*** MATERIAL PROVIDED ***

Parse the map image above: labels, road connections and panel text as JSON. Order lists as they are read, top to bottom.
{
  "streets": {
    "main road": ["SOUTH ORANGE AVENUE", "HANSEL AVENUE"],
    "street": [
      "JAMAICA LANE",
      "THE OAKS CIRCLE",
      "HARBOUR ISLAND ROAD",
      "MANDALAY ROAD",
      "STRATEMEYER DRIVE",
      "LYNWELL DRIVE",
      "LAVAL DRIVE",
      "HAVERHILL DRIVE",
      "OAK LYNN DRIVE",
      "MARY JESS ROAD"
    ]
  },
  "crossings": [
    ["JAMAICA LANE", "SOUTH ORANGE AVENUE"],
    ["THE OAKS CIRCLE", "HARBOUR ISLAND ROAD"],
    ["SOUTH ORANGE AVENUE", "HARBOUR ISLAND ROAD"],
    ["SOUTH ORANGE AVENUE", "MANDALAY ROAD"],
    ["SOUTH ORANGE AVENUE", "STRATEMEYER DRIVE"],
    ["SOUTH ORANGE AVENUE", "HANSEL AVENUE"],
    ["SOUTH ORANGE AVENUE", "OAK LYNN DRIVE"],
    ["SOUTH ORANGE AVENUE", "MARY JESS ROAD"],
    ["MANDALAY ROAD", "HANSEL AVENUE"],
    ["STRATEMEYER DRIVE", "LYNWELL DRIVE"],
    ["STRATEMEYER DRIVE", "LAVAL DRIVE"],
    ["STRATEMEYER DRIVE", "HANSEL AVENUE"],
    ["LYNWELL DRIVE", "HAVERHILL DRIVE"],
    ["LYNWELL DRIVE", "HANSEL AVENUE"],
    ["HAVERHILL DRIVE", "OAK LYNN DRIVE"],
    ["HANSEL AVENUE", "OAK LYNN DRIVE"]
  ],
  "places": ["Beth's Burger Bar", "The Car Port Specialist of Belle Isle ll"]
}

*** End of MATERIAL PROVIDED ***

## REQUIRED WORK
The answer must be all of the entries, restated exactly.

## FINISHED TASK
Parse the map image above: labels, road connections and panel text as JSON. Order lists as they are read, top to bottom.
{
  "streets": {
    "main road": ["SOUTH ORANGE AVENUE", "HANSEL AVENUE"],
    "street": [
      "JAMAICA LANE",
      "THE OAKS CIRCLE",
      "HARBOUR ISLAND ROAD",
      "MANDALAY ROAD",
      "STRATEMEYER DRIVE",
      "LYNWELL DRIVE",
      "LAVAL DRIVE",
      "HAVERHILL DRIVE",
      "OAK LYNN DRIVE",
      "MARY JESS ROAD"
    ]
  },
  "crossings": [
    ["JAMAICA LANE", "SOUTH ORANGE AVENUE"],
    ["THE OAKS CIRCLE", "HARBOUR ISLAND ROAD"],
    ["SOUTH ORANGE AVENUE", "HARBOUR ISLAND ROAD"],
    ["SOUTH ORANGE AVENUE", "MANDALAY ROAD"],
    ["SOUTH ORANGE AVENUE", "STRATEMEYER DRIVE"],
    ["SOUTH ORANGE AVENUE", "HANSEL AVENUE"],
    ["SOUTH ORANGE AVENUE", "OAK LYNN DRIVE"],
    ["SOUTH ORANGE AVENUE", "MARY JESS ROAD"],
    ["MANDALAY ROAD", "HANSEL AVENUE"],
    ["STRATEMEYER DRIVE", "LYNWELL DRIVE"],
    ["STRATEMEYER DRIVE", "LAVAL DRIVE"],
    ["STRATEMEYER DRIVE", "HANSEL AVENUE"],
    ["LYNWELL DRIVE", "HAVERHILL DRIVE"],
    ["LYNWELL DRIVE", "HANSEL AVENUE"],
    ["HAVERHILL DRIVE", "OAK LYNN DRIVE"],
    ["HANSEL AVENUE", "OAK LYNN DRIVE"]
  ],
  "places": ["Beth's Burger Bar", "The Car Port Specialist of Belle Isle ll"]
}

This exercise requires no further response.